SQL, ipython and pandas

March 30, 2013

I recently came across a really handy module which makes it easy to access data stored in an SQL DB from the ipython shell. Turns out that then going the next step and moving the data into pandas is very easy. All very cool, I love how easy it is to hack out code for quick data inspection and manipulation using ipython.


Refactoring the LCFG client

March 29, 2013

The time has come to start work on refactoring the code base of the LCFG client. This has been overdue for a while now as the current state of the code is preventing us from doing much in the way of new developments for fear of breaking something important. The aim is to tidy and clean the code to bring it up to modern Perl standards and generally make it much more readable and maintainable. The aim is to avoid altering the functionality if at all possible although a number of small bug fixes will be tackled if time allows. The full project plan is available for reading on the devproj site. This project incorporates many of the lessons we learnt when we refactored the LCFG server code last year, again see the devproj site for details.

I made an initial start on the project today. As with all refactoring the best first move is to ensure you have some tests in place. In this case I just added simple compilation tests for each of the 5 Perl modules involved. Interestingly this immediately flagged up a genuine bug which existed in the code, this was related to the use of subroutine prototypes. Now anyone who has a reasonable amount of experience with Perl programming will tell you that subroutine protoypes are evil, full of gotchas and rarely do what you expect. One of the tasks in the plan is to rid the code of them entirely but that’s not for today. Thankfully this was a simple error where the prototype stated that 4 scalars were required when, in actual fact, only 3 were needed (and only 3 were provided when the subroutine was called). I’m surprised the code actually worked at all with that bug, this shows how useful even simple testing can be for improving code quality.

The whole code base is basically 5 Perl modules and a script which uses them all. An interesting strategy was taken with the module loading, all subroutines from the modules were imported into the “main” namespace of the script (which is effectively global) and then all calls to them anywhere in the code base were referred to the version in that namespace. So, all subroutine calls were done with unqualified, short names, I guess this makes it quick to hack out but coming at the code without a huge amount of prior knowledge it is almost impossible to quickly reckon the source location for each subroutine. So, my second step was to work through all the code and replace the calls with fully-qualified names. To make it doubly clear that the old way wasn’t readable or maintainable I also ripped out (the now unnecessary) support for exporting subroutines into another namespace and ensured that when these modules are loaded there is no attempt to import anything.

This sort of change should be zero impact, right? Turns out, not entirely, nothing is ever simple… I had to shuffle a few subroutines out of the script into the helper modules, in turn that meant fixing a few references to global variables. This in turn required passing another parameter to a couple of subroutines which meant hacking out a few evil subroutine prototypes. I think that shows up a few code smells which will have to be tackled very soon.

Before I can really get stuck in though a few more tests are going to be necessary. At the very least there is going to have to be a test of the client’s ability to download an XML profile and convert it into the locally stored file format. At this stage I don’t know enough about the code to create tests for each subroutine so a large-scale test of functionality is the only option. Without that test it won’t be safe to make any bigger code changes.


SSH honeypots

March 27, 2013

I’ve never been brave enough to run an SSH honeypot myself. Anything which is even pretending to be “open” to the world to attract bad guys is probably just too much of a risk for a network. Having said that, it’s clear there is a lot of interesting data which could be gathered and a lot we could learn about the standard approaches to system compromise attempts. I recently came across a fascinating blog article which reviews the data captured using a honeypot. It gives some insight into how these attacks are carried out and clearly shows that most of them are “script kiddies” without much clue. As my recent talk (Do bad guys work weekends?) presented at the FLOSS UK Spring Conference in Newcastle showed, there are some very simple strategies for completely blocking most of these attacks.
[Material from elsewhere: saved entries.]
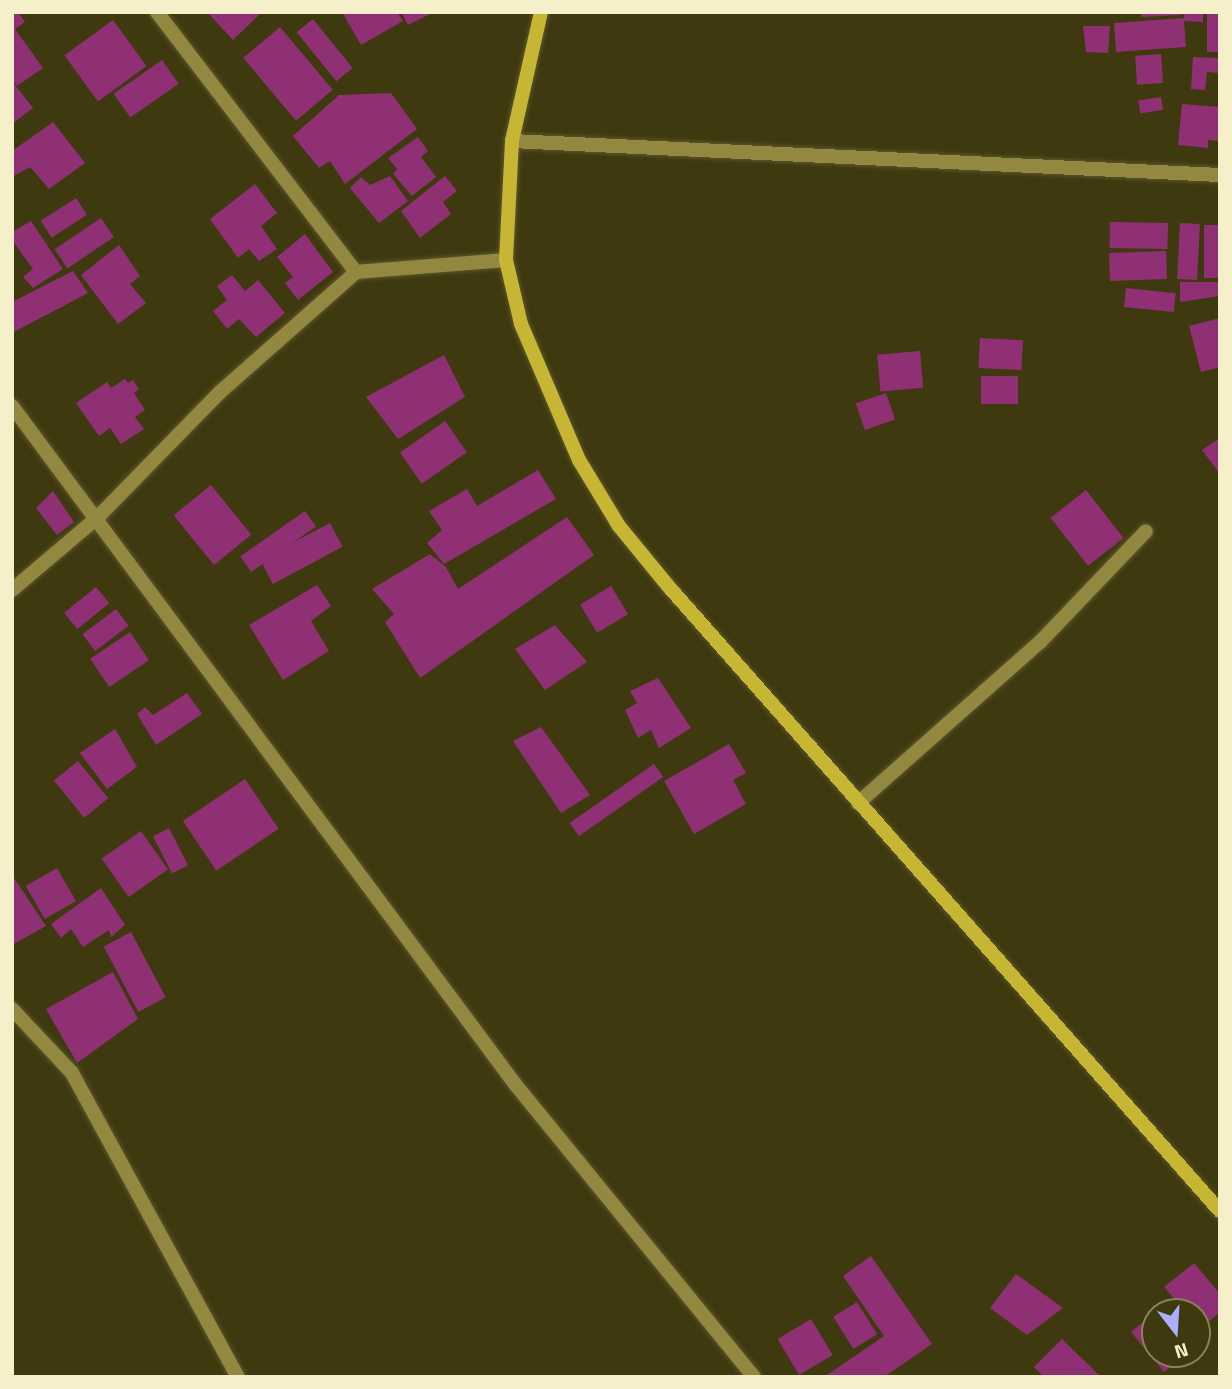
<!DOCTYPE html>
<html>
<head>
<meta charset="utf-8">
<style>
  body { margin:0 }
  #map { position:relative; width:1232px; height:1389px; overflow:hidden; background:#3f390f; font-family:"Titillium Web",sans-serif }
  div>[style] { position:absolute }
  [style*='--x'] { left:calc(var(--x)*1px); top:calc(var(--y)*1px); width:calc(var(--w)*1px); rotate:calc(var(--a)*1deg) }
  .building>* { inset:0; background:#8f3074; transform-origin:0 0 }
  .roads { filter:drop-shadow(0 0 2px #5c562d) drop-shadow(0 0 2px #5c562d) }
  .street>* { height:14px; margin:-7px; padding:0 7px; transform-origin:7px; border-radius:7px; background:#938840 }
  .secondary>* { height:14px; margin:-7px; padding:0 7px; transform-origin:7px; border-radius:7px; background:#c7b534 }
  span { translate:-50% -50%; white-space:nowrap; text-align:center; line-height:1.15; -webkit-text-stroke:6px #3f390f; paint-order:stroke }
  .frame { position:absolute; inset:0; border:14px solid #f5f0ca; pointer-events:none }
  .north { position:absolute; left:1141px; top:1298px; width:70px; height:70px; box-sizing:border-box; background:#3f390f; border:2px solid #88825a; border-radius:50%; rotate:163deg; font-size:19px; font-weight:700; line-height:28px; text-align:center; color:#f5f0ca }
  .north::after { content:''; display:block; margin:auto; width:24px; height:32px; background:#abaffb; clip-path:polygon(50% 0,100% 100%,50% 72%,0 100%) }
</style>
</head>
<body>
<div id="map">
  <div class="building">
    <i style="clip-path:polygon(12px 12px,18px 12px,25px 22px,15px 29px,43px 68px,17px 86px,12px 80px)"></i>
    <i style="clip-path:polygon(207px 12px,258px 12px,260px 14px,233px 40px)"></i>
    <i style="clip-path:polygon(342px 12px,397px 12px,403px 21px,361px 45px)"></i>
    <i style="clip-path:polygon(401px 12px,434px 12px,408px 25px)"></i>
    <i style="clip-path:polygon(1141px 12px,1181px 12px,1181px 15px,1141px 17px)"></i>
    <i style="clip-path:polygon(1184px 12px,1203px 12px,1203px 22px,1184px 21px,1186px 47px,1116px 52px,1114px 23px,1184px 18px)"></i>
    <i style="left:1207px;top:13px;width:13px;height:39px"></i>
    <i style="left:313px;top:19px;width:63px;height:21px;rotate:51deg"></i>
    <i style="left:113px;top:20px;width:57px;height:60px;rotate:54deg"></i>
    <i style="clip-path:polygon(1083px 26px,1110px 26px,1108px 53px,1086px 52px)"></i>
    <i style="left:280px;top:27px;width:82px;height:48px;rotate:50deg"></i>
    <i style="left:1161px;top:54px;width:29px;height:26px;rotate:86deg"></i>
    <i style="clip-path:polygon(1193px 57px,1220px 58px,1220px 73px,1207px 72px,1205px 90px,1191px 89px)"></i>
    <i style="left:162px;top:60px;width:29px;height:59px;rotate:55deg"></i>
    <i style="clip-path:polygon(12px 81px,33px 108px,12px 124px)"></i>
    <i style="clip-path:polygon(391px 93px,417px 129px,345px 184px,330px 161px,319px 168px,293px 136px,339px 95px)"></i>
    <i style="left:1161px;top:97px;width:13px;height:23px;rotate:81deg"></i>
    <i style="clip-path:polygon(1182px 104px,1220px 107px,1220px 141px,1208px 140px,1208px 148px,1178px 145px)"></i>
    <i style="clip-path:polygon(53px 122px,85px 163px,49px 189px,30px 167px,12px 177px,12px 146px,15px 149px)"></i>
    <i style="clip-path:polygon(418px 137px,428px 151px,421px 157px,436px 177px,412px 196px,393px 174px,397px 169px,388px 158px)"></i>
    <i style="clip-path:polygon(390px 176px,408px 201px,379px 223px,350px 188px,361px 177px,370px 185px)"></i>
    <i style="clip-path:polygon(445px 176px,457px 191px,443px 202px,451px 214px,420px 238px,401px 211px)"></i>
    <i style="clip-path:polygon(255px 184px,277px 213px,261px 226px,277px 249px,259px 261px,249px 249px,238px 258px,210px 219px)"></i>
    <i style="left:76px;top:198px;width:20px;height:42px;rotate:57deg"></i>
    <i style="left:101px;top:218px;width:23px;height:56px;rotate:56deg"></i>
    <i style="clip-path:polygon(31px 221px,63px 269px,33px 288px,23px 277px,33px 269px,12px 240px,12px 232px)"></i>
    <i style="left:1110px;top:222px;width:58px;height:26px;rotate:1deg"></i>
    <i style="left:1180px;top:223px;width:20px;height:56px;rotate:3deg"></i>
    <i style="left:1204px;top:225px;width:16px;height:53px"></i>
    <i style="clip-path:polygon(305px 234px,333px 272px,298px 300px,285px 283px,293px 277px,277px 257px)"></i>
    <i style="clip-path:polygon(119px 245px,140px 276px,130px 284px,146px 303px,118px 324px,81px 275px)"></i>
    <i style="left:1166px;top:251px;width:28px;height:57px;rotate:88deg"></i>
    <i style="clip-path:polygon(73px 271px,88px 293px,12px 333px,12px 302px)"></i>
    <i style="clip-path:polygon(232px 275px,245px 291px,258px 280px,285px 313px,256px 337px,239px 319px,227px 329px,213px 311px,227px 300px,217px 286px)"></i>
    <i style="clip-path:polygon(1180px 282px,1220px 282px,1220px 296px,1180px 302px)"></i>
    <i style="left:1126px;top:288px;width:50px;height:19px;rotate:6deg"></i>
    <i style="clip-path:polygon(1220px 318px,1220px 367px,1201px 372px,1189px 326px)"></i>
    <i style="left:980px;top:338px;width:43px;height:30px;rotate:3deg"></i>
    <i style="left:920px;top:351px;width:37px;height:43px;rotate:85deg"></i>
    <i style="clip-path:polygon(444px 355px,465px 397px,398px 439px,366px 397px)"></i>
    <i style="left:981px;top:376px;width:37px;height:28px"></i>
    <i style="clip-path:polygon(125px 379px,128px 383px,133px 380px,139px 389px,134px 393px,145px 410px,135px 417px,144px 429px,121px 444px,110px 428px,99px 436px,76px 403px,107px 382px,111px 388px)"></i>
    <i style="left:886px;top:393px;width:28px;height:32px;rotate:71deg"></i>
    <i style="left:445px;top:421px;width:38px;height:55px;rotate:55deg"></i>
    <i style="clip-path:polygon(1220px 438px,1220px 474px,1202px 450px)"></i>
    <i style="clip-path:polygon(538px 470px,556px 499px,444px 564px,427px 543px,442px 530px,429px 511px,467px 489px,477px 506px)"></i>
    <i style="left:211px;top:485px;width:64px;height:48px;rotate:51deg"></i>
    <i style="left:1086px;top:490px;width:61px;height:45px;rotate:52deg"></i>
    <i style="clip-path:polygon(53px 491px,74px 522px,57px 535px,36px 508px)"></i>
    <i style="left:305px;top:511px;width:19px;height:79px;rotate:55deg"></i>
    <i style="clip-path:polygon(567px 517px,594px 555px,420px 678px,385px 622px,394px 614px,372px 589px,430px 554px,446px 567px,458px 589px)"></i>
    <i style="left:330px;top:523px;width:27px;height:79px;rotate:62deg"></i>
    <i style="clip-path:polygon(317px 585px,331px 606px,311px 621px,329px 651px,283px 680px,249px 625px)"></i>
    <i style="left:611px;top:586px;width:33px;height:36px;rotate:59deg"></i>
    <i style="left:96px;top:587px;width:21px;height:41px;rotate:51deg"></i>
    <i style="left:116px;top:609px;width:21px;height:42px;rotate:53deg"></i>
    <i style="clip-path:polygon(555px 625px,587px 662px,545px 690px,515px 649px)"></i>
    <i style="left:130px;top:632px;width:34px;height:48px;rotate:56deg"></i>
    <i style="clip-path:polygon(658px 678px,691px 728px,659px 748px,651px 730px,638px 738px,625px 710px,637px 703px,630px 691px)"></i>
    <i style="clip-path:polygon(187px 693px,202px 714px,156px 745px,137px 714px,145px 707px,153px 715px)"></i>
    <i style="clip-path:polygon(541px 727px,590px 795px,561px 813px,513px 741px)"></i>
    <i style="clip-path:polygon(115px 729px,137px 767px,107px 789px,80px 753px)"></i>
    <i style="clip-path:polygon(729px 744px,746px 773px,733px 780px,746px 804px,694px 834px,664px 781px)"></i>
    <i style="left:78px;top:761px;width:48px;height:31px;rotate:51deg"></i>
    <i style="left:654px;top:764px;width:16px;height:103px;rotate:55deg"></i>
    <i style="left:245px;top:779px;width:60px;height:75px;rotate:56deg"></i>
    <i style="left:169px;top:828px;width:42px;height:18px;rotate:63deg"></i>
    <i style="left:141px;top:831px;width:47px;height:48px;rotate:55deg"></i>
    <i style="left:57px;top:868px;width:38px;height:36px;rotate:60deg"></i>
    <i style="clip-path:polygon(12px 875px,46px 926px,12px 945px)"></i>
    <i style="clip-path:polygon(101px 888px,125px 925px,111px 937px,109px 930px,83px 947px,71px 929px,61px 938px,51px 924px)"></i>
    <i style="left:131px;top:932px;width:74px;height:31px;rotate:62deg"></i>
    <i style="clip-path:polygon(113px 972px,138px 1019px,77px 1063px,46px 1009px)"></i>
    <i style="clip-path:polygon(871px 1256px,932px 1344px,884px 1377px,824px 1377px,884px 1336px,843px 1276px)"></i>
    <i style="clip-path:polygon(1194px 1263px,1220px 1294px,1220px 1312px,1200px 1329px,1197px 1312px,1186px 1312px,1164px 1287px)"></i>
    <i style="clip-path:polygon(1016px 1274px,1063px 1308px,1027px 1335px,990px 1308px)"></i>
    <i style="left:857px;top:1302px;width:38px;height:28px;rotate:58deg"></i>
    <i style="clip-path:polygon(1155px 1312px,1155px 1354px,1187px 1354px,1164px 1372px,1131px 1332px)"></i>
    <i style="left:811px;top:1319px;width:42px;height:39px;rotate:59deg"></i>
    <i style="clip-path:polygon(1062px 1339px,1101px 1377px,1044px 1377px,1034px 1367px)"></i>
  </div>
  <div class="roads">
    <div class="street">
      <i style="--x:157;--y:12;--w:327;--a:52.6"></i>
      <i style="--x:512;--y:141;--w:709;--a:2.75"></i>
      <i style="--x:12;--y:406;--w:844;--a:53.43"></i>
      <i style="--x:515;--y:1084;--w:378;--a:50.8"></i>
      <i style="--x:12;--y:590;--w:111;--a:-40.3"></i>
      <i style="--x:97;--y:518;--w:176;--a:-45.7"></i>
      <i style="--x:220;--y:392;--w:181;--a:-41.4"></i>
      <i style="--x:356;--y:272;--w:150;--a:-4.6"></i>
      <i style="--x:858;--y:803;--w:243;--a:-41.5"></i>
      <i style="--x:1040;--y:642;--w:153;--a:-46.3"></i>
      <i style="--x:12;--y:1009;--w:88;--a:46.8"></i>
      <i style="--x:72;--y:1073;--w:346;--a:61.4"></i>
    </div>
    <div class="secondary">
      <i style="--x:541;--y:12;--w:132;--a:102.7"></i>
      <i style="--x:512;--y:141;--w:119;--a:92.9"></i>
      <i style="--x:506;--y:260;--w:66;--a:76.8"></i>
      <i style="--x:521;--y:324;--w:148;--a:66.9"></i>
      <i style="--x:579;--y:460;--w:77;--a:58.8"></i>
      <i style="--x:619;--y:526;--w:79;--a:50.7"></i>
      <i style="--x:669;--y:587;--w:832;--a:48.56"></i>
    </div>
  </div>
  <div class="frame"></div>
  <div class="north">N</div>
</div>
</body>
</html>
Using Python and Pandas to process data

March 16, 2013

I’ve recently been doing some data analysis for a presentation I will be giving at the FLOSS UK Spring Conference in Newcastle next week. This involved processing a lot of data gathered from our syslogs related to SSH authentications. As part of my ongoing effort to learn Python properly I decided to do all the work in that language. Whilst hunting around for useful modules for processing data and calculating various statistics I came across the very clever Pandas library which provides some impressive tools for processing tabulated data (such as that in CSV style files). It’s a bit of a steep learning curve but I’ve just come across a neat blog article which summarises the main functionality quite well. I’ve only used a few of the features so far, I particularly found the groupby functionality very handy, I shall definitely be exploring this library further in the future.